- [Aim of the exercise]:
Your answer must be the lines from the first one in the material through the line with "0 #4a5f63) drop-shadow(-2px", retyped exactly and with no pictures.

- [Listed entries]:

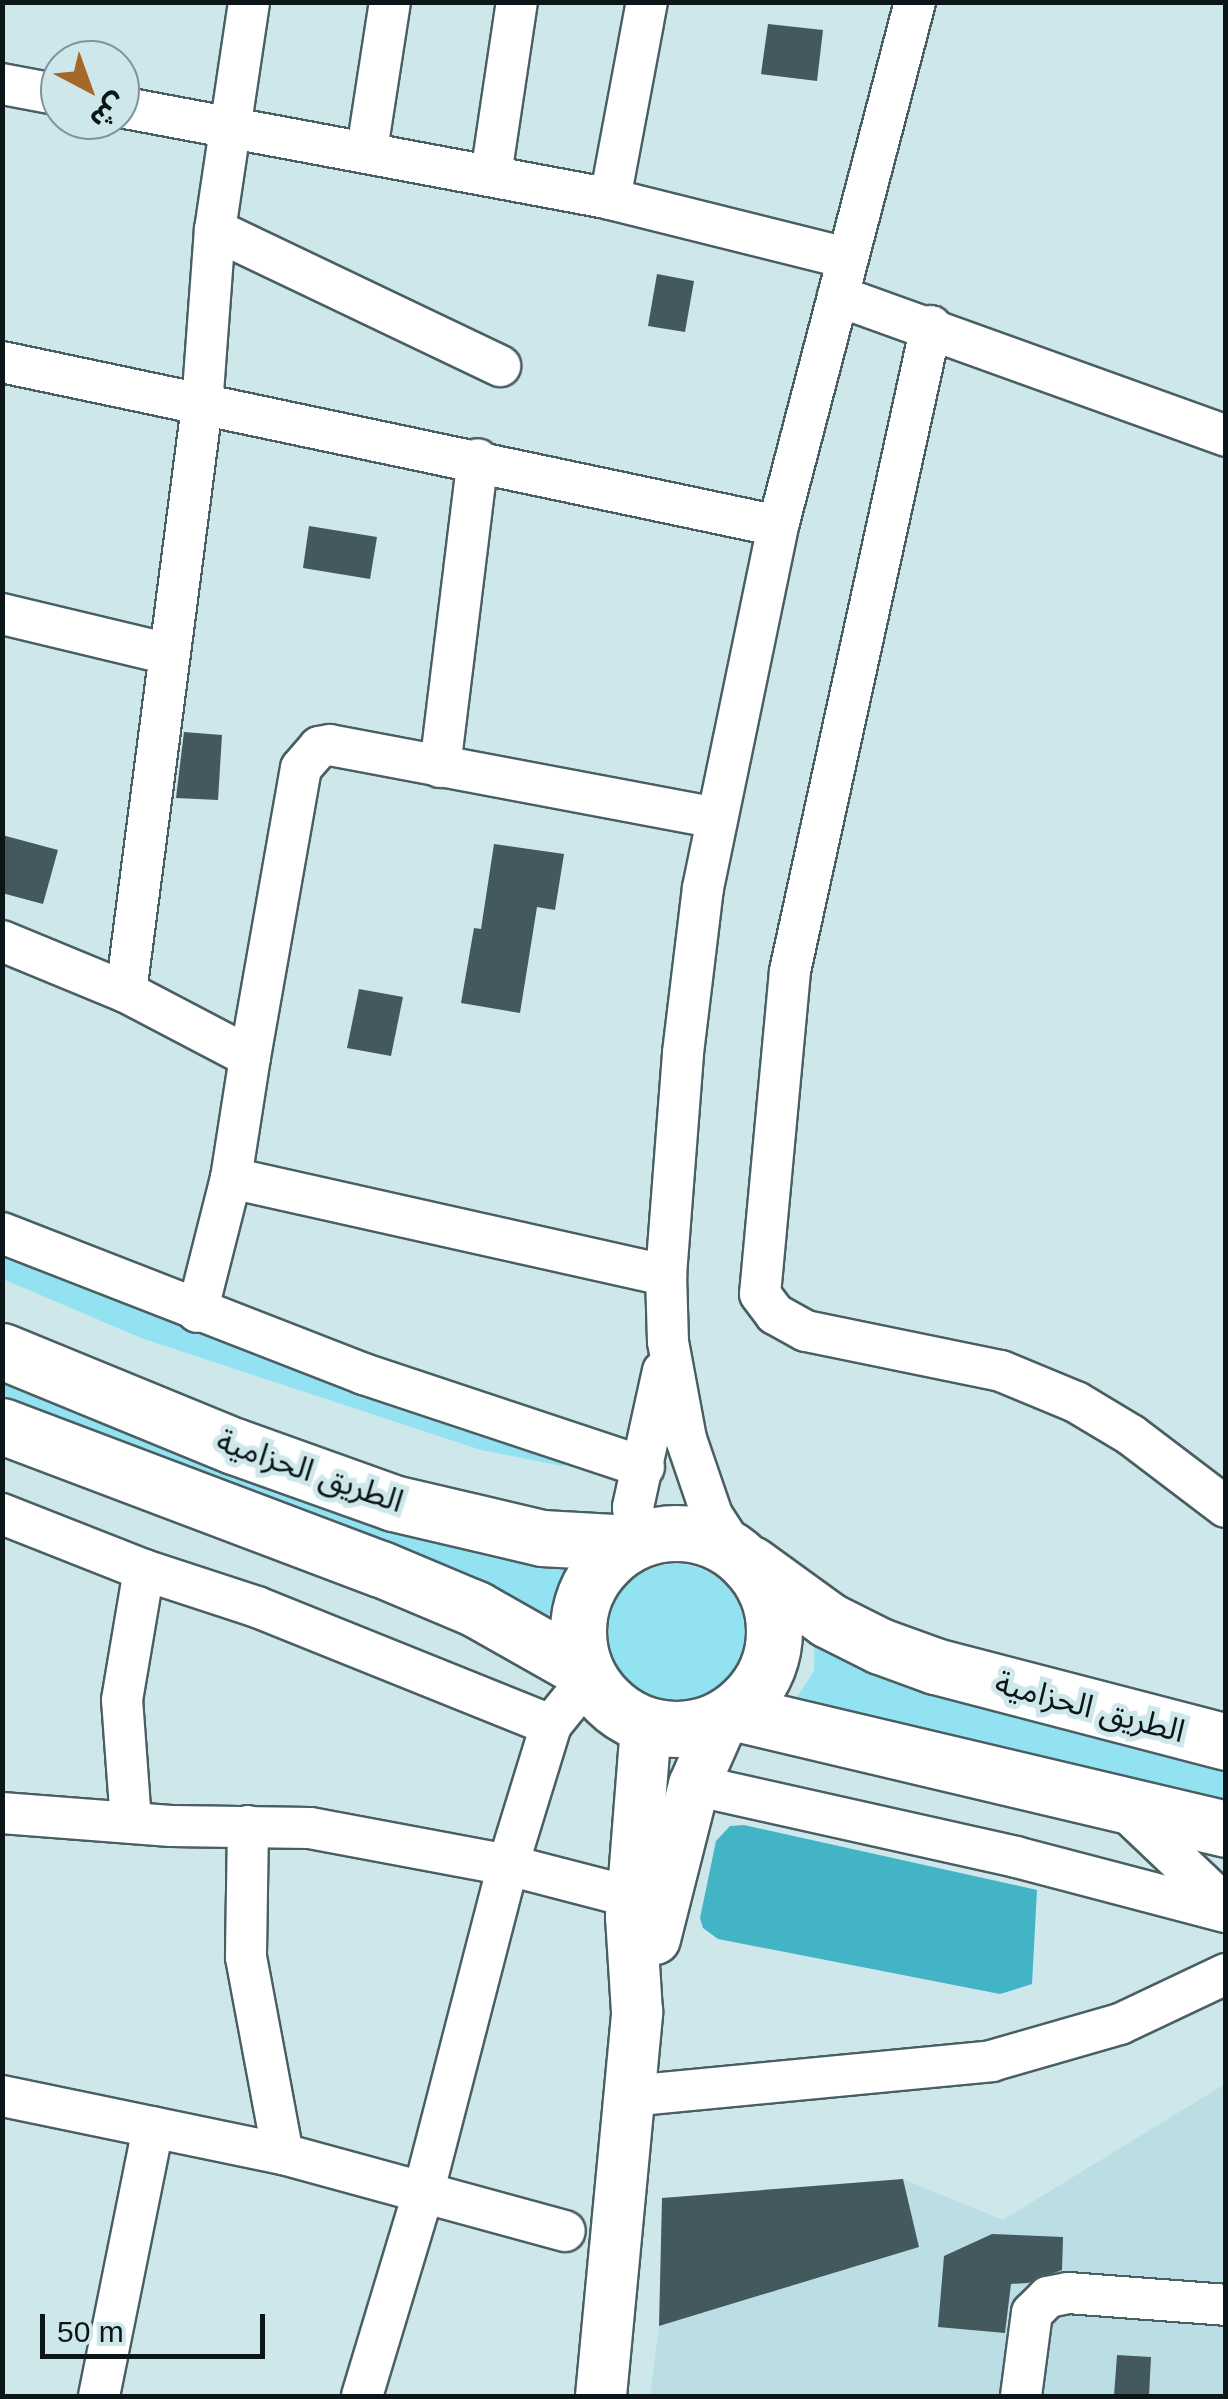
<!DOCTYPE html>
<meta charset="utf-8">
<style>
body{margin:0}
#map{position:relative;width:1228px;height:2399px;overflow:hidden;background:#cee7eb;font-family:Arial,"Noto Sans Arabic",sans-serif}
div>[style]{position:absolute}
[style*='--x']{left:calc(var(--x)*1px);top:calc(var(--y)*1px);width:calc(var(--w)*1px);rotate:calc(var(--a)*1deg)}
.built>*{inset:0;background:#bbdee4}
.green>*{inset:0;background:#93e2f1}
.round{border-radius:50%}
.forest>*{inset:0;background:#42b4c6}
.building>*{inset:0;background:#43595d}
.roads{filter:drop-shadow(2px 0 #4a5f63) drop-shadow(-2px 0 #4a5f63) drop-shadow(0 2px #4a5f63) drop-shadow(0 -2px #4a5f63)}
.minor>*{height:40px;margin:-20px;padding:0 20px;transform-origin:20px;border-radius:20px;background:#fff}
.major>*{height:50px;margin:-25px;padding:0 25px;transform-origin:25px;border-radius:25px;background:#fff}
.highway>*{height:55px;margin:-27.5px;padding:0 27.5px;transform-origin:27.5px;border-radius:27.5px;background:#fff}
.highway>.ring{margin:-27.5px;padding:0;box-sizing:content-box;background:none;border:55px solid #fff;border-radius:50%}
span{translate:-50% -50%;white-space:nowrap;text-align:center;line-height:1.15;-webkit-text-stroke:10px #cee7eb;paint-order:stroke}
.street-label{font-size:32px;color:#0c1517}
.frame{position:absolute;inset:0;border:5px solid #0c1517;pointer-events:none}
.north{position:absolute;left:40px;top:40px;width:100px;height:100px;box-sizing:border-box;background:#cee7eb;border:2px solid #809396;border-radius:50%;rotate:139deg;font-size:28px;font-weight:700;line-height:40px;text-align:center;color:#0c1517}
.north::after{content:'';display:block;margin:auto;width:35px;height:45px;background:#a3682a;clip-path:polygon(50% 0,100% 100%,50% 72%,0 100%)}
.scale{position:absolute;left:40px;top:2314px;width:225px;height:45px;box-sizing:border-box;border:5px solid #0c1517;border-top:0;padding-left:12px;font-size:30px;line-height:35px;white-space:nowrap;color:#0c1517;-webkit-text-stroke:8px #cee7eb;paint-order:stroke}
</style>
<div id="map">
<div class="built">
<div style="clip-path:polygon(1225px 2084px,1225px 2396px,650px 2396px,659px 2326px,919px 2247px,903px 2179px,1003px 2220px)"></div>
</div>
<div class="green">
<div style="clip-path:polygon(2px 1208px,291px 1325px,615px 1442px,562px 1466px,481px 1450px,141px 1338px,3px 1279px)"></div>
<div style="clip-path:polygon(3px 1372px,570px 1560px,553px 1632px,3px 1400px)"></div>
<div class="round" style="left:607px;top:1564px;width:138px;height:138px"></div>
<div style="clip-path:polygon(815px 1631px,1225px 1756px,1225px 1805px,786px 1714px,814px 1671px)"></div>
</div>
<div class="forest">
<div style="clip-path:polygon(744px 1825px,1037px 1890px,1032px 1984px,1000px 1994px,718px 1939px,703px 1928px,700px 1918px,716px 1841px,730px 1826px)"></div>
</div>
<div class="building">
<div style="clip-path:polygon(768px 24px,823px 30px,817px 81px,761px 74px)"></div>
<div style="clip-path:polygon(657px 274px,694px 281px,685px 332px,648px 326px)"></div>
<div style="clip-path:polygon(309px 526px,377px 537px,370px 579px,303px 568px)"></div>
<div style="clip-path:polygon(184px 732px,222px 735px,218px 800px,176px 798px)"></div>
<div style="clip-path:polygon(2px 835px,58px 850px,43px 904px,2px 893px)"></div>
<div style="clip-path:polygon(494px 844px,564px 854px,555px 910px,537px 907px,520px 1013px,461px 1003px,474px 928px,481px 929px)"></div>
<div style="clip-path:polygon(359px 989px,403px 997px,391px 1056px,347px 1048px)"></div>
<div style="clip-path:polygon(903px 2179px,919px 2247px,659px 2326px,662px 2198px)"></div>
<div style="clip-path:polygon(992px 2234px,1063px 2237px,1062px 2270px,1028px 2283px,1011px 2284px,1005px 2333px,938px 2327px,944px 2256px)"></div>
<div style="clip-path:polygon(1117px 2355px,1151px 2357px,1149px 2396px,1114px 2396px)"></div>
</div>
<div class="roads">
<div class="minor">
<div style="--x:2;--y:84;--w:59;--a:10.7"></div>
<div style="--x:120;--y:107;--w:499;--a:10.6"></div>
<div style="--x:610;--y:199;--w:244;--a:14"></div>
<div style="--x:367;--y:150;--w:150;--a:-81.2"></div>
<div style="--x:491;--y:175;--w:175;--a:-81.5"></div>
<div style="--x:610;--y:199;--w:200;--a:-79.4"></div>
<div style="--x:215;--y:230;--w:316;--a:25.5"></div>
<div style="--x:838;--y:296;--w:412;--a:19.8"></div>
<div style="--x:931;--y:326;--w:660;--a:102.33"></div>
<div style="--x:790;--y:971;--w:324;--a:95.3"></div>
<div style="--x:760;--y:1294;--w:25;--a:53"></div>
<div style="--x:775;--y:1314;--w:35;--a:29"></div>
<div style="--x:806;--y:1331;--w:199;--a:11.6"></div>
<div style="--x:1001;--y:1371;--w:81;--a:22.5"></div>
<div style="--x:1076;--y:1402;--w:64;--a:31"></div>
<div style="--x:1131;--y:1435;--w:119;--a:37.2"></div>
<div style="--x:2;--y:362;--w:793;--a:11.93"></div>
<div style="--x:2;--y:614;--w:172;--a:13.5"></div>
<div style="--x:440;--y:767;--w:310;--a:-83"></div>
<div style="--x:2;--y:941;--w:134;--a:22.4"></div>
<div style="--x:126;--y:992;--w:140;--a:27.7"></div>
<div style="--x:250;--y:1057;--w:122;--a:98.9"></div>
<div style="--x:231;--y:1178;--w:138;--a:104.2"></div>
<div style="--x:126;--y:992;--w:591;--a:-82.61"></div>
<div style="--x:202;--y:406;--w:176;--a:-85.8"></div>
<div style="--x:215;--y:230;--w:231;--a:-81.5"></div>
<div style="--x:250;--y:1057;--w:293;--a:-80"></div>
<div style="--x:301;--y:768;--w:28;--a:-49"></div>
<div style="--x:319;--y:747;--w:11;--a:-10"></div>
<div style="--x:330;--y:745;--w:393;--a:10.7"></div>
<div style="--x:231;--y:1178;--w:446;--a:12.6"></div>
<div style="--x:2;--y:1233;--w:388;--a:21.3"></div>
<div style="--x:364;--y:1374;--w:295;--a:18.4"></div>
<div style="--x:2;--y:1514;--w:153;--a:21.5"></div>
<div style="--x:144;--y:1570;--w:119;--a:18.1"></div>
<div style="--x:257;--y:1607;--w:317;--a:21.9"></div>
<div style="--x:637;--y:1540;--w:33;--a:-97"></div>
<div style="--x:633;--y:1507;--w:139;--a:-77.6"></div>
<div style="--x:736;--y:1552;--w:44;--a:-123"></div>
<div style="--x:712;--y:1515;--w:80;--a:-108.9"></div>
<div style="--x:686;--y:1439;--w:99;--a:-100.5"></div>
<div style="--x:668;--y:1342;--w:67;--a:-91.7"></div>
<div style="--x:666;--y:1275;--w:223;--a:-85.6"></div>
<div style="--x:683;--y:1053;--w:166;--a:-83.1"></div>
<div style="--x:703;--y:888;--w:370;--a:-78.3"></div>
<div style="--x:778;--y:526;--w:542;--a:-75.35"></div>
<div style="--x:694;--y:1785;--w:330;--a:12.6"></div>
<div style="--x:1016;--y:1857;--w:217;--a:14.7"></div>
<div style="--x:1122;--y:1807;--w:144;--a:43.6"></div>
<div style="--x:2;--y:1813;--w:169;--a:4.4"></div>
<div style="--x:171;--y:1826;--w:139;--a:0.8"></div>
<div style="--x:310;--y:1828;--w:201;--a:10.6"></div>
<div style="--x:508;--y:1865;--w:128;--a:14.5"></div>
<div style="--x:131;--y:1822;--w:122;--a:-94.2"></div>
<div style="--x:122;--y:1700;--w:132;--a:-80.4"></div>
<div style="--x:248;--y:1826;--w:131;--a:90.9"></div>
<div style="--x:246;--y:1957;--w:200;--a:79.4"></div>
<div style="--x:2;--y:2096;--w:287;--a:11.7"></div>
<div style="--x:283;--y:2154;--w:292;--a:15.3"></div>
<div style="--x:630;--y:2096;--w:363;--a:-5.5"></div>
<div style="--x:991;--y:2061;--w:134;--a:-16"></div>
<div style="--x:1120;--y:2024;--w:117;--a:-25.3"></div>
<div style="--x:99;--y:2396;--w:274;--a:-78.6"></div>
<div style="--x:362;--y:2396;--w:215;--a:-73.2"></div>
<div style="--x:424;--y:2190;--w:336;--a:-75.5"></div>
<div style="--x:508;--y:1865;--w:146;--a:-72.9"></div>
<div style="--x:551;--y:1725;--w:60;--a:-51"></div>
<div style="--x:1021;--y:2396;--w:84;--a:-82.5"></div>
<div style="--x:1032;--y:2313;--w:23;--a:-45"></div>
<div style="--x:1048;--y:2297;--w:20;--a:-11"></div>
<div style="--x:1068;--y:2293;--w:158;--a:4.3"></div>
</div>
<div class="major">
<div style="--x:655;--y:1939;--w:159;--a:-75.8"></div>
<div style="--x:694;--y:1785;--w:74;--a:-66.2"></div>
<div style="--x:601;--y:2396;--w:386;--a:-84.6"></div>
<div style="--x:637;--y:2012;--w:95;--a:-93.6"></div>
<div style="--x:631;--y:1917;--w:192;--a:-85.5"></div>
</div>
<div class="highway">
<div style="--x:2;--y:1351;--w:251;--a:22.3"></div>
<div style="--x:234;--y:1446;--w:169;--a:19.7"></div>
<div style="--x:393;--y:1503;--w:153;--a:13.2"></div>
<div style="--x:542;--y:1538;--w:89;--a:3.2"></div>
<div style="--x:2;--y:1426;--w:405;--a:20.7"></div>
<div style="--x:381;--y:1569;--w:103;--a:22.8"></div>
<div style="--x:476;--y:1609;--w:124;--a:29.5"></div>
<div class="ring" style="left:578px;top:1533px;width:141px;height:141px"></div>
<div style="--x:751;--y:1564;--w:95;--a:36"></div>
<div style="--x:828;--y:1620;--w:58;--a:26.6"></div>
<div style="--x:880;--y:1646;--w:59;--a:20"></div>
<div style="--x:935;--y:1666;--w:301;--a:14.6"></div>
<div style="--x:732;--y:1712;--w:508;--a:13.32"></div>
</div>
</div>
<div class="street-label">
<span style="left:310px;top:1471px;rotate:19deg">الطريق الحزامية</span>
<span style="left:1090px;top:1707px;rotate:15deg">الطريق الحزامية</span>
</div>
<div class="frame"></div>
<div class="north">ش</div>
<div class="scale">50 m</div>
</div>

- [Written response]:
<!DOCTYPE html>
<meta charset="utf-8">
<style>
body{margin:0}
#map{position:relative;width:1228px;height:2399px;overflow:hidden;background:#cee7eb;font-family:Arial,"Noto Sans Arabic",sans-serif}
div>[style]{position:absolute}
[style*='--x']{left:calc(var(--x)*1px);top:calc(var(--y)*1px);width:calc(var(--w)*1px);rotate:calc(var(--a)*1deg)}
.built>*{inset:0;background:#bbdee4}
.green>*{inset:0;background:#93e2f1}
.round{border-radius:50%}
.forest>*{inset:0;background:#42b4c6}
.building>*{inset:0;background:#43595d}
.roads{filter:drop-shadow(2px 0 #4a5f63) drop-shadow(-2px 0 #4a5f63) drop-shadow(0 2px #4a5f63) drop-shadow(0 -2px #4a5f63)}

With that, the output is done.